Start of Available records

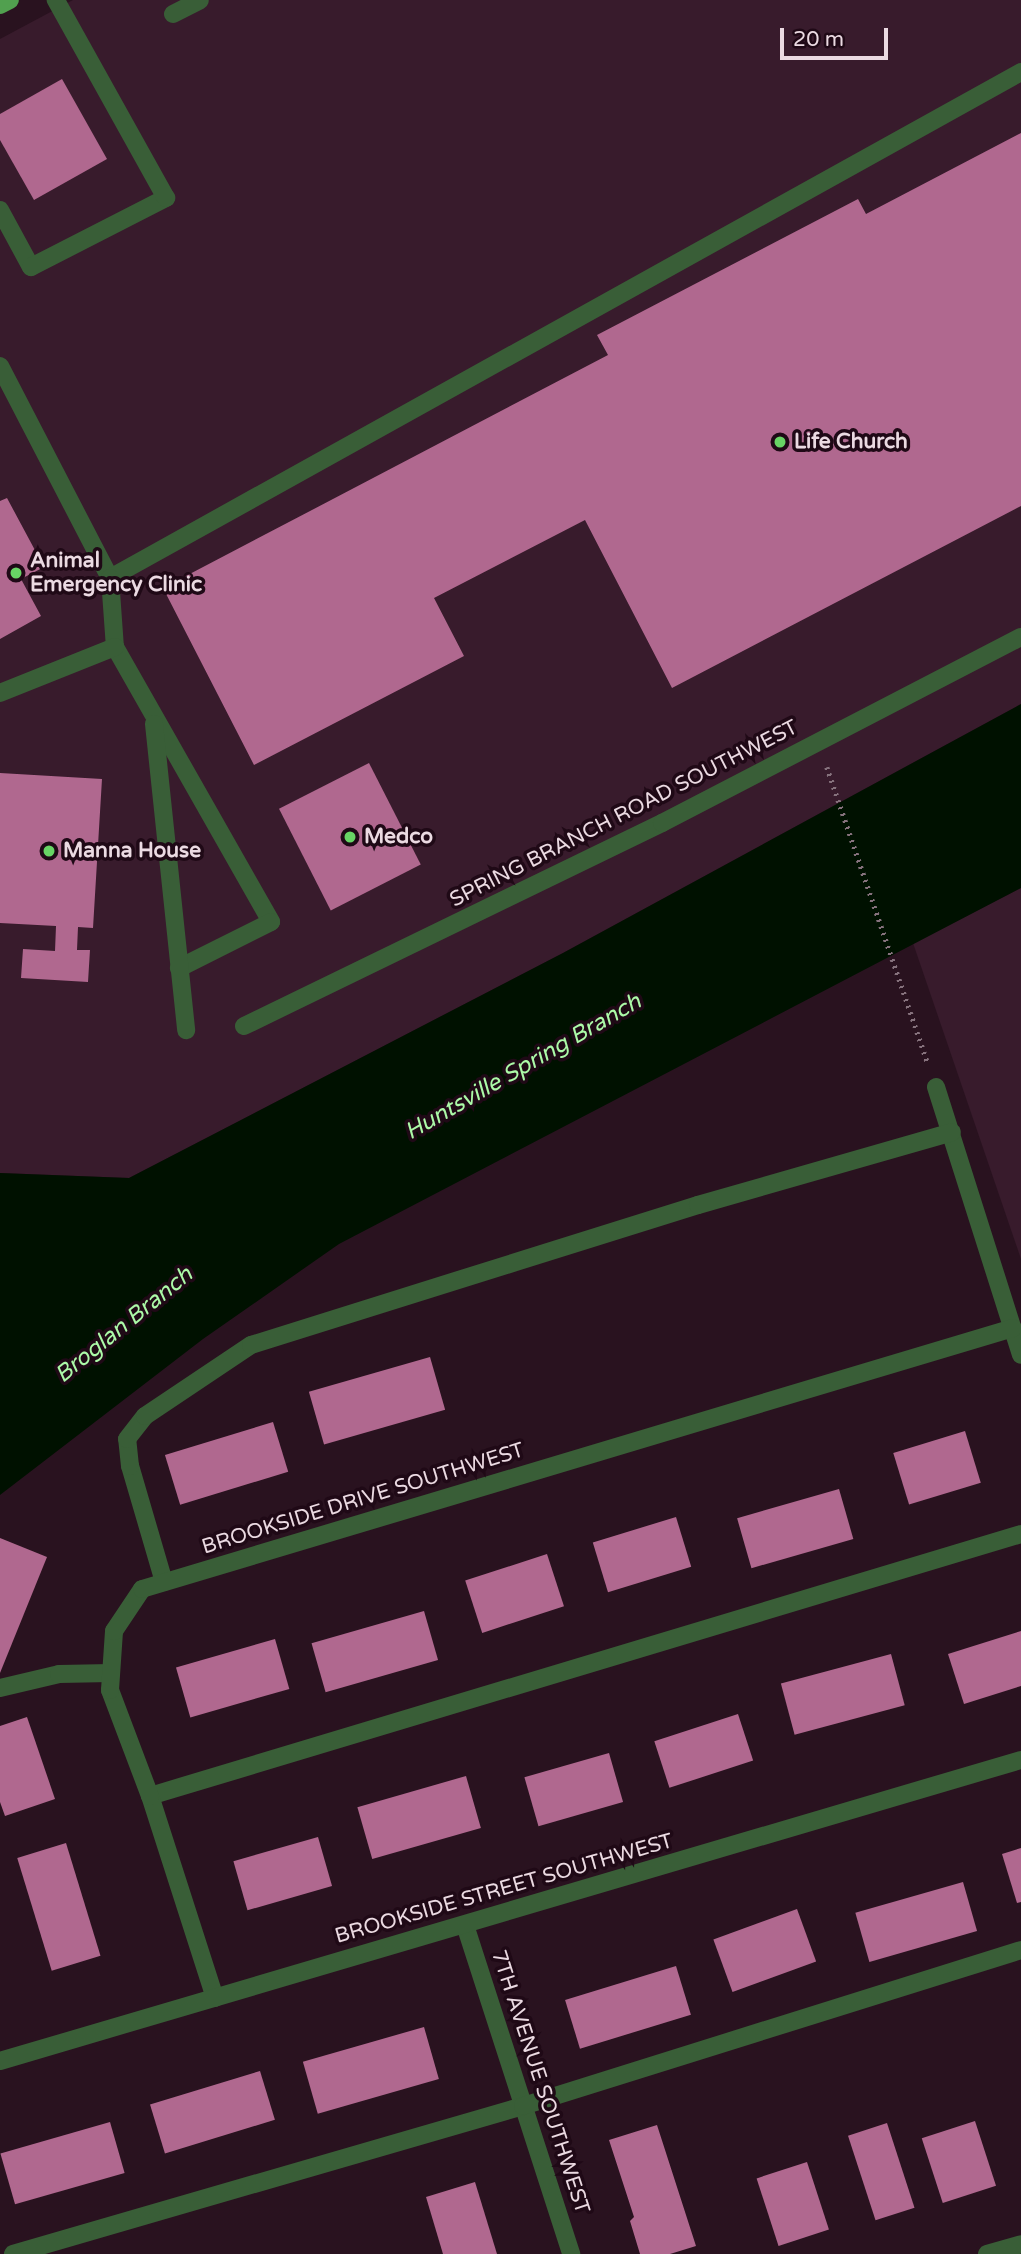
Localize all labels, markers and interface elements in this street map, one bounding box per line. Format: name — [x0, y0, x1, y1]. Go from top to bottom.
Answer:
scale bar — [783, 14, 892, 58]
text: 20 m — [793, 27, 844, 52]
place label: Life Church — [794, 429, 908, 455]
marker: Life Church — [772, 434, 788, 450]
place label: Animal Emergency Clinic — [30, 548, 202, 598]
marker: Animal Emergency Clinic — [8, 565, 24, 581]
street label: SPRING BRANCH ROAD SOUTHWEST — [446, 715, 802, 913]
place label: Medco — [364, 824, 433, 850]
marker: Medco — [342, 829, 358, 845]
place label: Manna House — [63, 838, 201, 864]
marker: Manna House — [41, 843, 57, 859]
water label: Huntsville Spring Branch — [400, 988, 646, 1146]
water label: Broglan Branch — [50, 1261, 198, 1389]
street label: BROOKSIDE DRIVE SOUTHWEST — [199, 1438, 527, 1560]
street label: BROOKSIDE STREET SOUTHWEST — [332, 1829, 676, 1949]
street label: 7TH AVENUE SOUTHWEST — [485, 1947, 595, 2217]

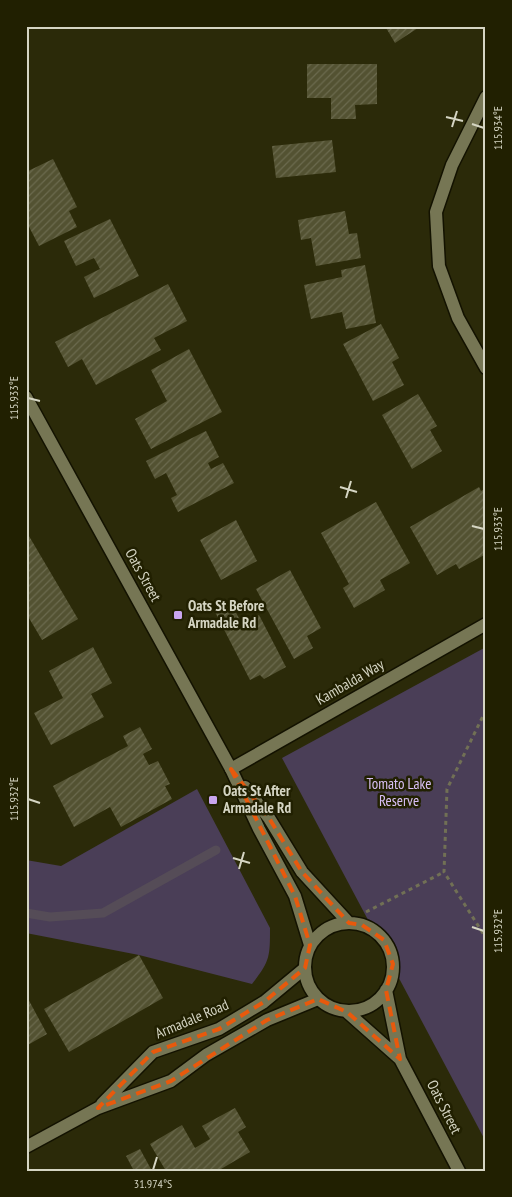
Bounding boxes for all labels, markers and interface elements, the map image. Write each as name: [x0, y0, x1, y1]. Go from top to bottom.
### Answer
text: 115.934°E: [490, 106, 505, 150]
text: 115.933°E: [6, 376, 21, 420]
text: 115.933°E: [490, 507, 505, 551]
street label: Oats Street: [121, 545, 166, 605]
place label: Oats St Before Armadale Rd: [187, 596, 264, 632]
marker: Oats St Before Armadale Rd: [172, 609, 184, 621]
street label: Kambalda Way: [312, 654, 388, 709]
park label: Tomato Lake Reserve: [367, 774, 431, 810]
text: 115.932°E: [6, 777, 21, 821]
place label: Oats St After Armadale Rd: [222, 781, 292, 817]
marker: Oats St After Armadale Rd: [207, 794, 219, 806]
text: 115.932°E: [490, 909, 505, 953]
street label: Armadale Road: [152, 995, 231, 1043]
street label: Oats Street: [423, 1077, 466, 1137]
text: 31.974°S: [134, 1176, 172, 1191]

End of Available records

Write out each entry exactly as given, omitting any picture.

Localize all labels, markers and interface elements in this street map, one bounding box per line. Format: name — [x0, y0, x1, y1]. Go from top to bottom.
Answer:
scale bar — [783, 14, 892, 58]
text: 20 m — [793, 27, 844, 52]
place label: Life Church — [794, 429, 908, 455]
marker: Life Church — [772, 434, 788, 450]
place label: Animal Emergency Clinic — [30, 548, 202, 598]
marker: Animal Emergency Clinic — [8, 565, 24, 581]
street label: SPRING BRANCH ROAD SOUTHWEST — [446, 715, 802, 913]
place label: Medco — [364, 824, 433, 850]
marker: Medco — [342, 829, 358, 845]
place label: Manna House — [63, 838, 201, 864]
marker: Manna House — [41, 843, 57, 859]
water label: Huntsville Spring Branch — [400, 988, 646, 1146]
water label: Broglan Branch — [50, 1261, 198, 1389]
street label: BROOKSIDE DRIVE SOUTHWEST — [199, 1438, 527, 1560]
street label: BROOKSIDE STREET SOUTHWEST — [332, 1829, 676, 1949]
street label: 7TH AVENUE SOUTHWEST — [485, 1947, 595, 2217]

Bounding boxes for all labels, markers and interface elements, the map image. Write each as name: [x0, y0, x1, y1]. Go from top to bottom.
### Answer
text: 115.934°E: [490, 106, 505, 150]
text: 115.933°E: [6, 376, 21, 420]
text: 115.933°E: [490, 507, 505, 551]
street label: Oats Street: [121, 545, 166, 605]
place label: Oats St Before Armadale Rd: [187, 596, 264, 632]
marker: Oats St Before Armadale Rd: [172, 609, 184, 621]
street label: Kambalda Way: [312, 654, 388, 709]
park label: Tomato Lake Reserve: [367, 774, 431, 810]
text: 115.932°E: [6, 777, 21, 821]
place label: Oats St After Armadale Rd: [222, 781, 292, 817]
marker: Oats St After Armadale Rd: [207, 794, 219, 806]
text: 115.932°E: [490, 909, 505, 953]
street label: Armadale Road: [152, 995, 231, 1043]
street label: Oats Street: [423, 1077, 466, 1137]
text: 31.974°S: [134, 1176, 172, 1191]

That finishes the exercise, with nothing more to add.